Edoardo Gabbriellini torna alla regia dopo 9 anni dal suo esordio, "B.B. e il cormorano". Se là il suo protagonista era un idraulico, qui
la coppia al centro delle vicende è composta da due fratelli piastrellisti, Cosimo ed Elia, chiamati a lavorare alla casa del celebre cantante Fausto Mieli, ritiratosi in campagna da anni per assistere la moglie, bloccata su una sedia a rotelle.
Nell'apparente quiete del piccolo borgo nascosto nell'Appennino tosco-emiliano,
i due faranno la conoscenza della star, accomodante e gentile, e di alcuni membri della popolazione locale: Adriana, la bella del paese, si invaghisce del giovane Elia, e questo fa arrabbiare il suo spasimante, figlio di bracconieri locali che ce l'hanno a morte col cantante...
La trama del film è ingarbugliata al punto giusto e
riesce nella prima parte (pur con qualche passaggio un po' scontato) a creare le giuste basi e la giusta tensione: un film molto poco "italiano", se questa definizione può avere un senso, che rimanda ad atmosfere alla "Un tranquillo weekend di paura" o ai tanti horror bucolici visti negli anni. Nulla è come sembra agli occhi sprovveduti dei due fratelli, e anche in casa Mieli la tensione, accuratamente nascosta, a lungo andare si farà evidente.
Gabbriellini riesce a costruire
un film insolito per le nostre "latitudini", grazie ai volti giusti messi al posto giusto (il clan di cacciatori del paese), ben servito da Elio Germano e Valerio Mastandrea (quest'ultimo impegnato anche in fase di sceneggiatura), convinti e convincenti.

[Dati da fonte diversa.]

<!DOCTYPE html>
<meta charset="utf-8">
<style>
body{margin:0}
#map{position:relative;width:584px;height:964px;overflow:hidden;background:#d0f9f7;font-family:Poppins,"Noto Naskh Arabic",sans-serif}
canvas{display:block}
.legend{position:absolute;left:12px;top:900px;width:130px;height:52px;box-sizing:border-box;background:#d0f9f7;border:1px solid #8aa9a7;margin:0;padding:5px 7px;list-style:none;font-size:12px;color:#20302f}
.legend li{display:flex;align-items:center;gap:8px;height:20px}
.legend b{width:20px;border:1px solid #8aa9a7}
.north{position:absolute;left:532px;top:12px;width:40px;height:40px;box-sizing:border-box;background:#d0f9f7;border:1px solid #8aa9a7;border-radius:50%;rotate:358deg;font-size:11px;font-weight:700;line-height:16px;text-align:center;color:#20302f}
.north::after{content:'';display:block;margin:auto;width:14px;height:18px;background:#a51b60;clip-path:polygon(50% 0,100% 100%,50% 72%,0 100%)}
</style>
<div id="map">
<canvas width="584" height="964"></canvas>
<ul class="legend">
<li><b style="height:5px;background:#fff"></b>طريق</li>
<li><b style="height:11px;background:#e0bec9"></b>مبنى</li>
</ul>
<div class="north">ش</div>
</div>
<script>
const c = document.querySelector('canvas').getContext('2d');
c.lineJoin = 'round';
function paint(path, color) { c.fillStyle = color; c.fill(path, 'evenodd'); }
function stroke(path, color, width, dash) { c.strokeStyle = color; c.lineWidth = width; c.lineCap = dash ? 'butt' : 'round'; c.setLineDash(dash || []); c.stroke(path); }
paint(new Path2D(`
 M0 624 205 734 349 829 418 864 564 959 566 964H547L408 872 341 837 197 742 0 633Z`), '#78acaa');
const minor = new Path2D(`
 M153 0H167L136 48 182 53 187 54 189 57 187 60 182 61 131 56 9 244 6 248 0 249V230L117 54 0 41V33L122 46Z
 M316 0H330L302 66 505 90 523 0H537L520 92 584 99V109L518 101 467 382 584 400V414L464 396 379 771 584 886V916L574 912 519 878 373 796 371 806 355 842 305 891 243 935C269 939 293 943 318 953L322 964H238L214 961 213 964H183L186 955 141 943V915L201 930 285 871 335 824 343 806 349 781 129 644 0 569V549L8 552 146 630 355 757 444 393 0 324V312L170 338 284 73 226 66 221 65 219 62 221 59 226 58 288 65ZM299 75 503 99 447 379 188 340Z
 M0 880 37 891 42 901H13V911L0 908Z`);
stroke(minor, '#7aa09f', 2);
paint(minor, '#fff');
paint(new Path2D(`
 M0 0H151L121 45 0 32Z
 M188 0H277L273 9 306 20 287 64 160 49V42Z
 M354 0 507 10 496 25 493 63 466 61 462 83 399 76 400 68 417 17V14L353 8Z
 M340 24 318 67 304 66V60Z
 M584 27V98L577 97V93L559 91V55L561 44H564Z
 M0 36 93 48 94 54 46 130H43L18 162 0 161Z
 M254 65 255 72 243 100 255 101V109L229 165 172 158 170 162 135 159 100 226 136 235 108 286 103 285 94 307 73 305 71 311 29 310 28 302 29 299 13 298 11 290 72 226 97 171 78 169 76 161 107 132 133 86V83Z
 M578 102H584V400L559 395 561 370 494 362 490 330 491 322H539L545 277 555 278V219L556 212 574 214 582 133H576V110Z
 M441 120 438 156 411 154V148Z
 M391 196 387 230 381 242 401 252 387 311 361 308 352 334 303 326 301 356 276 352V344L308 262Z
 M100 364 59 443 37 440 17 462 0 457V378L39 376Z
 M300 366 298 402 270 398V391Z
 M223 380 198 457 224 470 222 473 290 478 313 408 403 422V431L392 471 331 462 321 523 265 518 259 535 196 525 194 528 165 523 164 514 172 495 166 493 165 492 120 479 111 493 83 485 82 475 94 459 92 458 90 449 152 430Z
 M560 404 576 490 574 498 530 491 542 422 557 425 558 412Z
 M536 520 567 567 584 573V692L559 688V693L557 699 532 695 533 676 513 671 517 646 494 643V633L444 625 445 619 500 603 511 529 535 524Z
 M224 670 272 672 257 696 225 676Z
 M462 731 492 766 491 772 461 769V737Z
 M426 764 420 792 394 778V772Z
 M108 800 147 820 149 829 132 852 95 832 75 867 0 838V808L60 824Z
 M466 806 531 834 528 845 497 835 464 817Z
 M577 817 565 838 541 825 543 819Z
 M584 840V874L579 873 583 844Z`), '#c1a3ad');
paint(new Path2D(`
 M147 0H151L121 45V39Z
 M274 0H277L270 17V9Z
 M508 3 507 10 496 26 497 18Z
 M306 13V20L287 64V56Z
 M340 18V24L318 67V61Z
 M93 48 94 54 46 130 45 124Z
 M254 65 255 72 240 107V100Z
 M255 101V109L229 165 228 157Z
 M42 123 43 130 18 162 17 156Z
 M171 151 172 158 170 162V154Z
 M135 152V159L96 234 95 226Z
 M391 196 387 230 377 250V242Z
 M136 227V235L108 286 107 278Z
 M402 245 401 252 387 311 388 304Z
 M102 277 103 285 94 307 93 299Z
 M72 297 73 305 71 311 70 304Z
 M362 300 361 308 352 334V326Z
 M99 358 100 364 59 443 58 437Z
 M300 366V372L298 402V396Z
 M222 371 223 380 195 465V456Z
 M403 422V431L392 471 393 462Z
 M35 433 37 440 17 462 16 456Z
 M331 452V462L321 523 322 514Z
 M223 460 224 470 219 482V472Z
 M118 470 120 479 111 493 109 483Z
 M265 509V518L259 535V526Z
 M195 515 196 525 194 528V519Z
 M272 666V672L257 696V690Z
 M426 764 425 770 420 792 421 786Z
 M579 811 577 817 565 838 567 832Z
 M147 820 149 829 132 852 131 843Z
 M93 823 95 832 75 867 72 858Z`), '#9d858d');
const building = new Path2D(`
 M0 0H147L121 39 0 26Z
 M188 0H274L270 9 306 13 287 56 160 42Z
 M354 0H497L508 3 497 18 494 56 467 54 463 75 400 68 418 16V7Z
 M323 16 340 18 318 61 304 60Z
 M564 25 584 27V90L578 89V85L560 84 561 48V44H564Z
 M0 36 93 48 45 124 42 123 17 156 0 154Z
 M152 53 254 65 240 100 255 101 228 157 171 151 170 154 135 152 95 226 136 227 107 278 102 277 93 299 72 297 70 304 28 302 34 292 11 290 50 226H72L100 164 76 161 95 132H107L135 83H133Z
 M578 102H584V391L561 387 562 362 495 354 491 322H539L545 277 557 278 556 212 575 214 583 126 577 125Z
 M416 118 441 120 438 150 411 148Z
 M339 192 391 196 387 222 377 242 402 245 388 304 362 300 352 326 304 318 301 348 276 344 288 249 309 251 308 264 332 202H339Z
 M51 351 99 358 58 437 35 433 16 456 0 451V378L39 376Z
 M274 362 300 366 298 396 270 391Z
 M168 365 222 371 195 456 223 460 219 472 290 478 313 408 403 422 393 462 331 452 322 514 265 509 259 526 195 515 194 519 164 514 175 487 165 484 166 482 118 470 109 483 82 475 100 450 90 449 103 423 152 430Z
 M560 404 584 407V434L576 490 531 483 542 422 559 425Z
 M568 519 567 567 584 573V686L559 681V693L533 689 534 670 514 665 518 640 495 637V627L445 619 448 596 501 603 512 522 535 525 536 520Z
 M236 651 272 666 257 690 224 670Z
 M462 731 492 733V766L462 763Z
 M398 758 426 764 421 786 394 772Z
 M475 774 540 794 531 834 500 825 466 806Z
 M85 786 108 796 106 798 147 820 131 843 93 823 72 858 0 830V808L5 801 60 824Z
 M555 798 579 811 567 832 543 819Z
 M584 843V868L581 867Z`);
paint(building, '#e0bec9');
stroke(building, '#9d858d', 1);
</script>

Se la recitazione di Valeria Bruni Tedeschi è per forza di cose "bloccata",
forti dubbi rimangono sulla scelta di fare interpretare il personaggio chiave del film a Gianni Morandi. Sulla carta una soluzione interessante, con il ritorno al cinema del cantante dopo i musicarelli degli anni '60, ma il suo è un ruolo decisivo e complesso, che
si sarebbe dovuto giocare tutto sull'ambiguità e sul non detto, una sfida complicata per qualunque attore, anche per i più scafati (e Morandi, non ce ne voglia, fallisce in pieno).
Peccato, perché quando si arriva all'interessante finale (anche se i passaggi di sceneggiatura risultano un po' forzati e accelerati)
l'incanto è già rotto a causa dell'impossibilità di ritenere "vero" e credibile il personaggio principale.
Dispiace per il film, che rimane
un buon punto di passaggio per il cinema di Gabbriellini, di cui attendiamo con interesse il successivo capitolo.